Za pomocą wiertarki i pilnika (nic innego nie użyjesz) wybrałem cztery „okienka” w każdej tarczy w środkowej części felgi, bez ingerencji w podesty pod opony 15” (tarcza może „ ołów” w działaniu). Mając na uwadze design zostawiłem na tarczy miejsca mocowania ozdobnych nakładek: nie wpływają one szczególnie na masę koła, ale z chromowanymi nakładkami i felgami rolki prezentują się piękniej.

Następnie z blachy o grubości 3 mm wyciąłem osiem blaszek na każde koło pod dystanse. Ich wysokość wynosi 38 mm (połowa różnicy między 18" a 15"), a długość odpowiada szerokości obręczy tarczy "Moskvich". Przed spawaniem blachy zostały dopasowane po obwodzie do tych samych wymiarów w pakiet na frezarce. „Bułgarski” tarczą tnącą o grubości 3 mm w Wykonałem osiem nacięć na felgach koła „Moskvich” (bez dotykania średnicy podestu 15”), włożyłem w nie przygotowane przekładki i chwyciłem je spawalniczy. Po zamocowaniu dysku na półosi mostu i obróceniu go, poprawił położenie płyt i zespawał je całkowicie. Zmodyfikowaną tarczę włożono w wyprodukowaną 18-calową obręcz, a dystanse przyspawano do cylindra. (Jak się później okazało, zrobiono to przedwcześnie: konstrukcja mostu jest taka, że ​​poprzez przesunięcie tarcz w cylindrze obręczy można uzyskać symetryczny układ kół względem osi wzdłużnej motocykla.)

Następnie na cylinder założyłem lekką oponę z kamerą i przykręciłem do niej kolejną felgę śrubami M5 (łeb śruby nie ma wpływu na kamerę od środka).

Króciec komory został wprowadzony do wywierconego wcześniej otworu w cylindrze i napompowany do komory.
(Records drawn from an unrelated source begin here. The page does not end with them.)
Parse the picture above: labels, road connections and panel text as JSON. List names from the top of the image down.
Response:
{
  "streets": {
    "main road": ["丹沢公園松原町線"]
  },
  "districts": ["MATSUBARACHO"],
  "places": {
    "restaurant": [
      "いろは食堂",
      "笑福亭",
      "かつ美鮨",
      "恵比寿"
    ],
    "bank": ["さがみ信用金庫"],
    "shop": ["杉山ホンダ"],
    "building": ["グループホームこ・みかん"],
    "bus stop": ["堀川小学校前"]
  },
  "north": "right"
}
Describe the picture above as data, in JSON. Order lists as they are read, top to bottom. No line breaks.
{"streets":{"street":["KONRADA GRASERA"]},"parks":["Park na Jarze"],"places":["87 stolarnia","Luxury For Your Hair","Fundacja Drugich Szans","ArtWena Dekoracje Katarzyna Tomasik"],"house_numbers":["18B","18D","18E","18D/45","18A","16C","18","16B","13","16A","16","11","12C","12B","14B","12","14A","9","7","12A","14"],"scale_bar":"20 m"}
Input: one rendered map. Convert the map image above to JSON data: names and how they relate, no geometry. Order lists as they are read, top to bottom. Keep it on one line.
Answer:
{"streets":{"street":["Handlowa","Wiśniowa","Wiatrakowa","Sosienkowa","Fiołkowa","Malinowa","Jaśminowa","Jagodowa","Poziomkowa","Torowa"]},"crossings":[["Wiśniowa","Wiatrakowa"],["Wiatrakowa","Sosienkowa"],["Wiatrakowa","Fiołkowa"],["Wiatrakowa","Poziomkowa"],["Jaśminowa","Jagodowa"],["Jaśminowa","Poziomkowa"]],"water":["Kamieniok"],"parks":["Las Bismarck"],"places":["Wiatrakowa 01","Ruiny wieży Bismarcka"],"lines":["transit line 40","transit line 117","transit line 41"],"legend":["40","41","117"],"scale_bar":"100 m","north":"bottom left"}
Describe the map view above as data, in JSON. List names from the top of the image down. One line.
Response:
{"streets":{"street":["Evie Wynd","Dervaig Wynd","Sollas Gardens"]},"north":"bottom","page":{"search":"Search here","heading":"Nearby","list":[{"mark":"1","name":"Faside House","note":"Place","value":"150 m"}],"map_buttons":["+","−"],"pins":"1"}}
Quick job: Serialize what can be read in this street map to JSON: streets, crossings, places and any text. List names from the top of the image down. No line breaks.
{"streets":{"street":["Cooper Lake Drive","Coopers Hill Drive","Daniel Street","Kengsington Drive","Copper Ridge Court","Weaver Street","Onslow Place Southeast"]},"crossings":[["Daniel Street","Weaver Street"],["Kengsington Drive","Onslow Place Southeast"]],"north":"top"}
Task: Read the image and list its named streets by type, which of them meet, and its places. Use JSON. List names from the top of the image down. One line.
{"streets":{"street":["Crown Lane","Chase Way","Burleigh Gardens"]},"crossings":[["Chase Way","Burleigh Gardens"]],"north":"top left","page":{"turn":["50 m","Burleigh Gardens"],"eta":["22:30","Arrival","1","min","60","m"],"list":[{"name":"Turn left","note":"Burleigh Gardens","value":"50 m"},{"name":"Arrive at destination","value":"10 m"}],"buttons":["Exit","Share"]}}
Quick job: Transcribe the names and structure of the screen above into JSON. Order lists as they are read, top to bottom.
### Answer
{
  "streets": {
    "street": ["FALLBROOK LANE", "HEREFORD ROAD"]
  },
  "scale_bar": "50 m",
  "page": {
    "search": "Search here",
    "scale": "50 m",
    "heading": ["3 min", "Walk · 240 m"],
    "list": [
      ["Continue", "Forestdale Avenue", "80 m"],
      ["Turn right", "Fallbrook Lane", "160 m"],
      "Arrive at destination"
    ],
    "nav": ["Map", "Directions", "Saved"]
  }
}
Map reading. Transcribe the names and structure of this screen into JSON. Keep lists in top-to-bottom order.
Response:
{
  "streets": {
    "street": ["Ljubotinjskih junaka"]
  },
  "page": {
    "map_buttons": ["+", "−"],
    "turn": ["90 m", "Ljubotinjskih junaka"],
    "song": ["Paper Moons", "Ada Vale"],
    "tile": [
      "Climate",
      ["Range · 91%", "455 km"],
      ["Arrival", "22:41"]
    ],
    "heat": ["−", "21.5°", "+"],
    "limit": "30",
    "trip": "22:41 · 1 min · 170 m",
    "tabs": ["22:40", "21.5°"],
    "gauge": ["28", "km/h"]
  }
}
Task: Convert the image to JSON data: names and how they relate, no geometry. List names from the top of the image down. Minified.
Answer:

Ciśnienie jest potrzebne, aby komory osadziły stopkę opony na ściankach bocznych motocykla. Ich ciasne dopasowanie gwarantują identyczne wymiary, a opona na feldze nie będzie się obracać. Moje koła działają już ponad trzy lata i jak dotąd nie sprawiły żadnych kłopotów, w przeciwieństwie do poprzednich komorowych, które ciągle czymś o sobie przypominały. (Jeśli któryś z czytelników magazynu dołoży do tej technologii, będę zadowolony.)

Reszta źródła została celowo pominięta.